In Colorado, licensed facilities are required to have an emergency plan, but they're not required to go further than that, Johnson confirmed. "It doesn't say what's required to be in the plan," he said. "And what we've found is that while most have a plan to get their people out of the building, they don't know what to do with them afterward."
This fact was highlighted in a 2005 fire in Arapahoe County, just north of the Denver metropolitan area, in a small, eight-bed assisted living facility, Johnson said.
"They had a fire and got them out, but there was no plan on what to do with these folks," he said. "No plan for getting them relocated to another facility ... and these people had medical needs. And it became apparent that the facility had just not thought through the whole evacuation process."
Johnson said the experience prompted a number of cities and counties to band together and start a program to help special-needs facilities strengthen their emergency plans through education and outreach.
The program began in 2006, and covers north central Colorado - a 10-county expanse with a population of about 1 million. It will target both traditional special-needs facilities, like nursing homes and assisted living facilities, as well as private schools and day-care centers, which have their own special needs during an emergency, officials say.
Emergency managers looking to start a similar program in their own area should first take stock of the facilities in their area they think will need assistance, said Deanne Criswell, emergency management coordinator for Aurora, Colo., a suburb of Denver, with a population of 310,000.
"We were surprised at how many we had," Criswell said. "Then we did outreach to each of them, looked at each of their plans and offered our help, because it's easier for us if they're prepared. The better prepared they are, the easier our job will be in a catastrophic event."

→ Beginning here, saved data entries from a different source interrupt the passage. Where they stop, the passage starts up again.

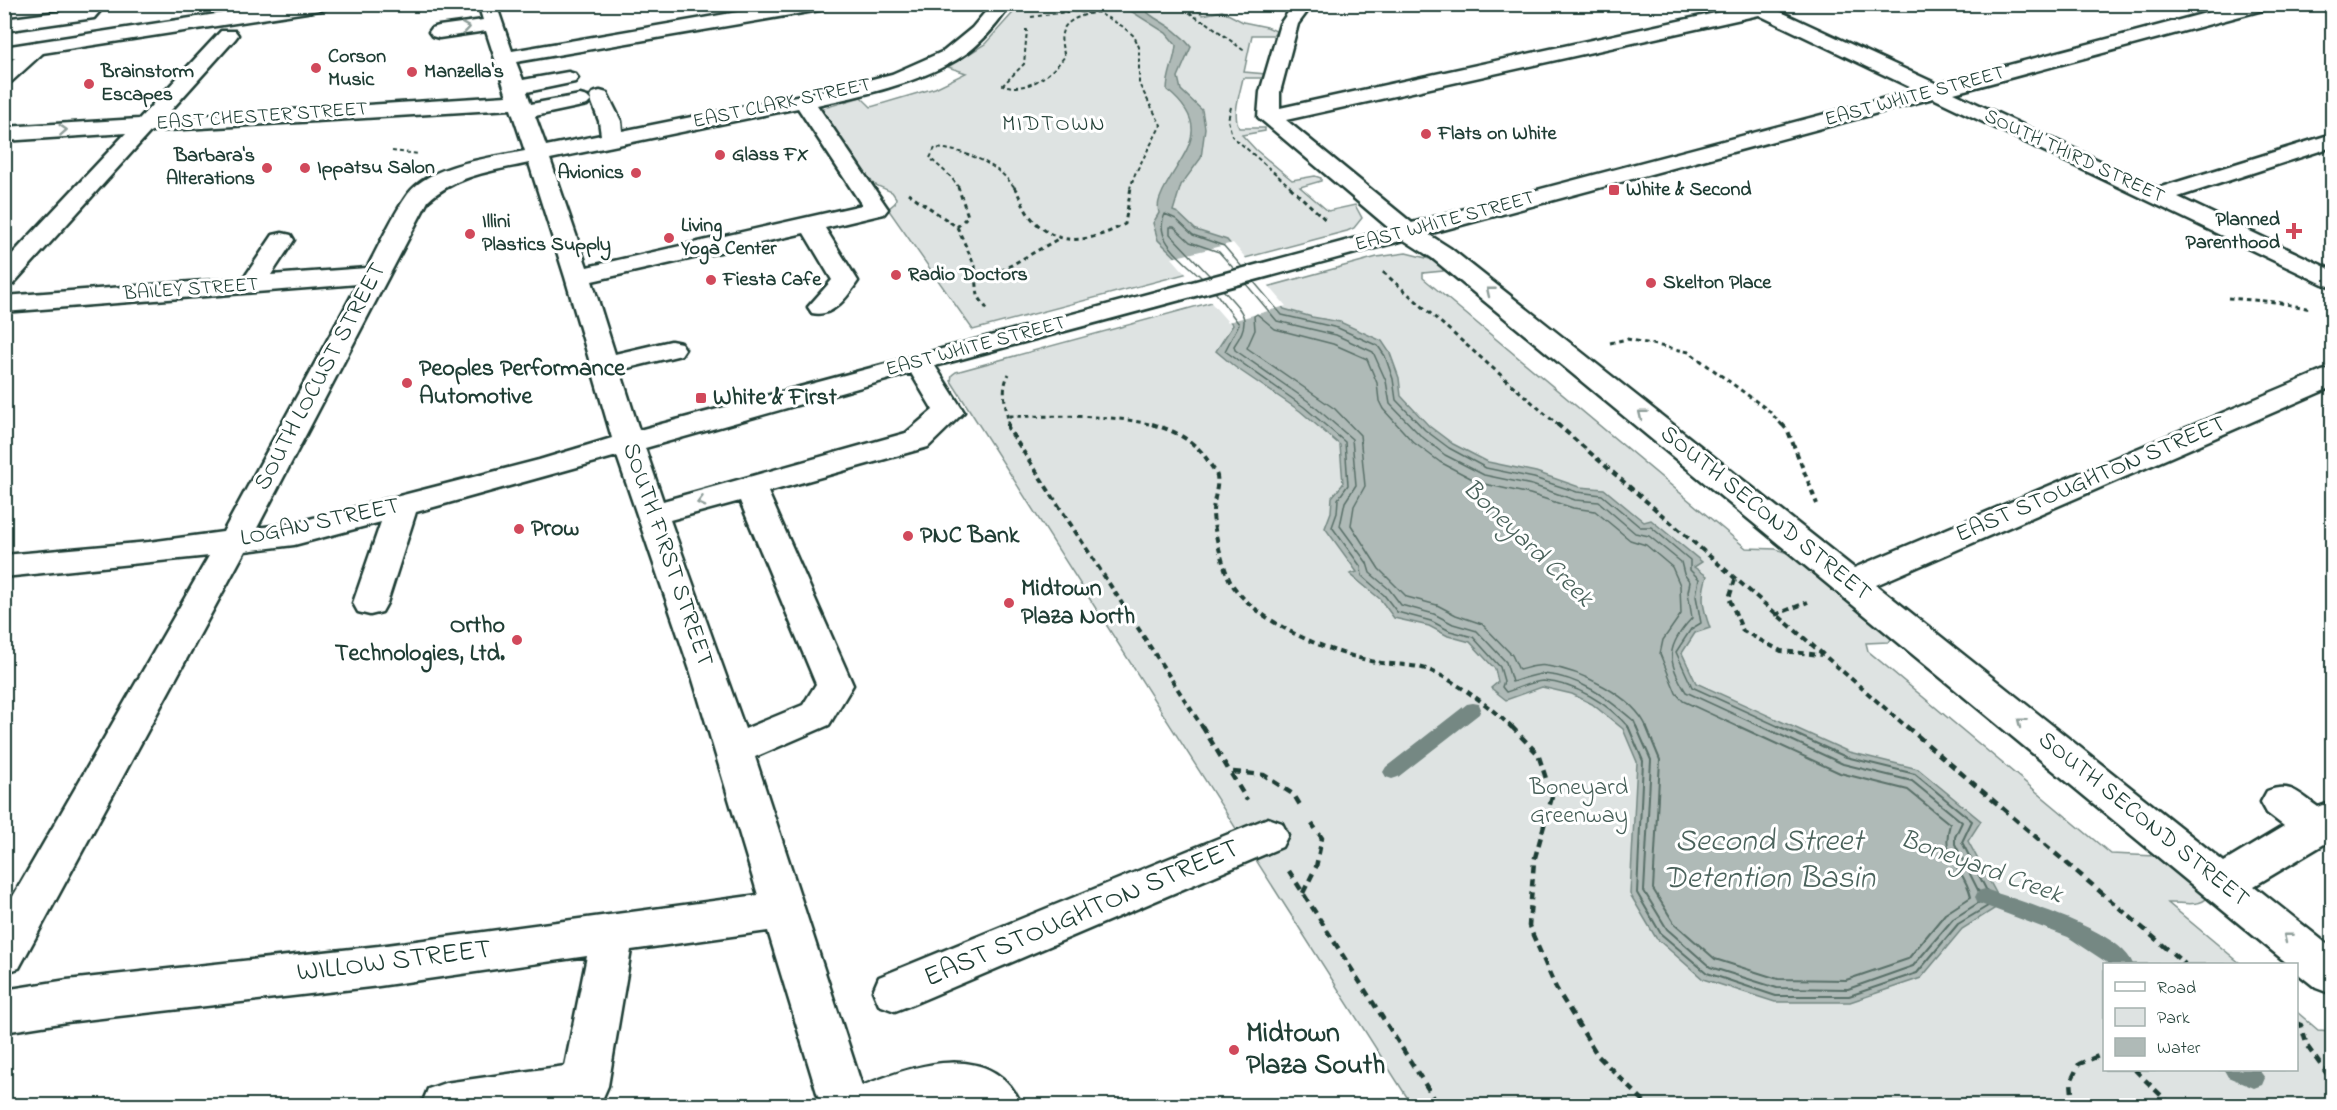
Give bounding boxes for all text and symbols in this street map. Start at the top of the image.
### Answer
one-way arrow [461,22,471,35]
place label: Corson Music [328,43,386,95]
place label: Brainstorm Escapes [100,58,194,110]
place label: Manzella's [424,58,504,87]
street label: EAST WHITE STREET [1822,59,2008,135]
marker: Corson Music [309,61,323,75]
marker: Manzella's [405,65,419,79]
street label: EAST CLARK STREET [690,71,874,137]
marker: Brainstorm Escapes [82,77,96,91]
street label: EAST CHESTER STREET [155,95,369,139]
street label: SOUTH THIRD STREET [1979,102,2169,212]
district label: MIDTOWN [1002,109,1106,141]
place label: Flats on White [1437,120,1558,149]
one-way arrow [58,123,67,136]
marker: Flats on White [1419,127,1433,141]
place label: Glass FX [732,141,809,170]
place label: Barbara's Alterations [166,142,255,194]
marker: Glass FX [713,148,727,162]
place label: Ippatsu Salon [317,154,435,183]
place label: Avionics [557,159,624,188]
marker: Barbara's Alterations [260,161,274,175]
marker: Ippatsu Salon [298,161,312,175]
marker: Avionics [629,166,643,180]
place label: White & Second [1626,176,1752,205]
marker: White & Second [1607,183,1621,197]
street label: EAST WHITE STREET [1352,184,1538,260]
place label: Planned Parenthood [2186,206,2281,258]
place label: Illini Plastics Supply [482,208,611,261]
place label: Living Yoga Center [680,212,777,265]
marker: Planned Parenthood [2285,222,2303,240]
marker: Illini Plastics Supply [463,227,477,241]
marker: Living Yoga Center [662,231,676,245]
street label: SOUTH LOCUST STREET [246,257,396,497]
place label: Radio Doctors [908,261,1028,290]
place label: Fiesta Cafe [722,266,822,295]
marker: Radio Doctors [889,268,903,282]
place label: Skelton Place [1663,269,1772,298]
street label: BAILEY STREET [122,271,259,309]
marker: Fiesta Cafe [704,273,718,287]
marker: Skelton Place [1644,276,1658,290]
one-way arrow [1486,288,1497,299]
street label: EAST WHITE STREET [883,309,1069,385]
place label: Peoples Performance Automotive [419,352,626,415]
marker: Peoples Performance Automotive [400,376,414,390]
place label: White & First [713,381,838,416]
marker: White & First [694,391,708,405]
street label: EAST STOUGHTON STREET [1950,407,2232,553]
one-way arrow [1638,410,1649,421]
street label: SOUTH SECOND STREET [1652,418,1879,611]
street label: SOUTH FIRST STREET [612,438,722,672]
water label: Boneyard Creek [1453,471,1603,618]
street label: LOGAN STREET [237,489,403,557]
one-way arrow [696,494,706,507]
place label: Prow [531,512,579,547]
place label: PNC Bank [920,519,1020,554]
marker: Prow [512,522,526,536]
marker: PNC Bank [901,529,915,543]
place label: Midtown Plaza North [1021,572,1135,635]
marker: Midtown Plaza North [1002,596,1016,610]
place label: Ortho Technologies, Ltd. [335,609,505,673]
marker: Ortho Technologies, Ltd. [510,633,524,647]
one-way arrow [2017,718,2028,729]
street label: SOUTH SECOND STREET [2030,724,2257,917]
park label: Boneyard Greenway [1529,771,1629,835]
water label: Second Street Detention Basin [1663,819,1876,903]
water label: Boneyard Creek [1895,821,2069,916]
street label: EAST STOUGHTON STREET [918,829,1246,999]
street label: WILLOW STREET [294,930,494,994]
one-way arrow [2283,933,2294,944]
legend [2103,963,2298,1071]
text: Road [2157,976,2196,1002]
text: Park [2157,1006,2190,1032]
place label: Midtown Plaza South [1246,1014,1385,1087]
text: Water [2157,1036,2201,1062]
marker: Midtown Plaza South [1227,1043,1241,1057]

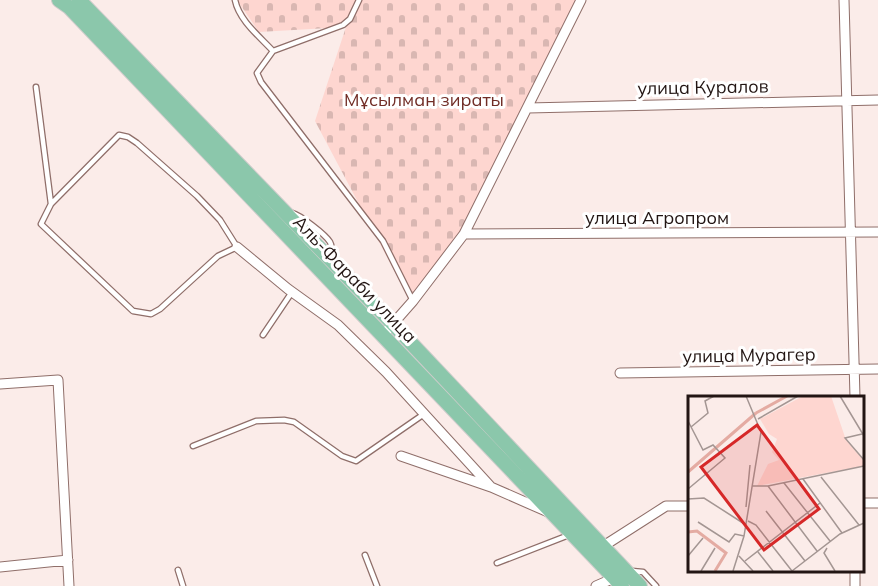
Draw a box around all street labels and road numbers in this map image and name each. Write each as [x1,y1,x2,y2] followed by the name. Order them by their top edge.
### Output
[637,74,769,100] street label: улица Куралов
[585,206,729,229] street label: улица Агропром
[288,210,422,348] street label: Аль-Фараби улица
[682,342,816,368] street label: улица Мурагер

Criswell said the biggest obstacles each facility faced is where to take people post-disaster and how to get them there.
"It appeared to us when we first started approaching these places that they didn't have a good idea of how to do this or what it entailed," Criswell said. "Transportation is a big piece, but it's just the beginning piece. Where are you going to take them? Is it short-term shelter or long-term care? Do you have enough oxygen to make the trip? Do you have enough [staff] to go with you?"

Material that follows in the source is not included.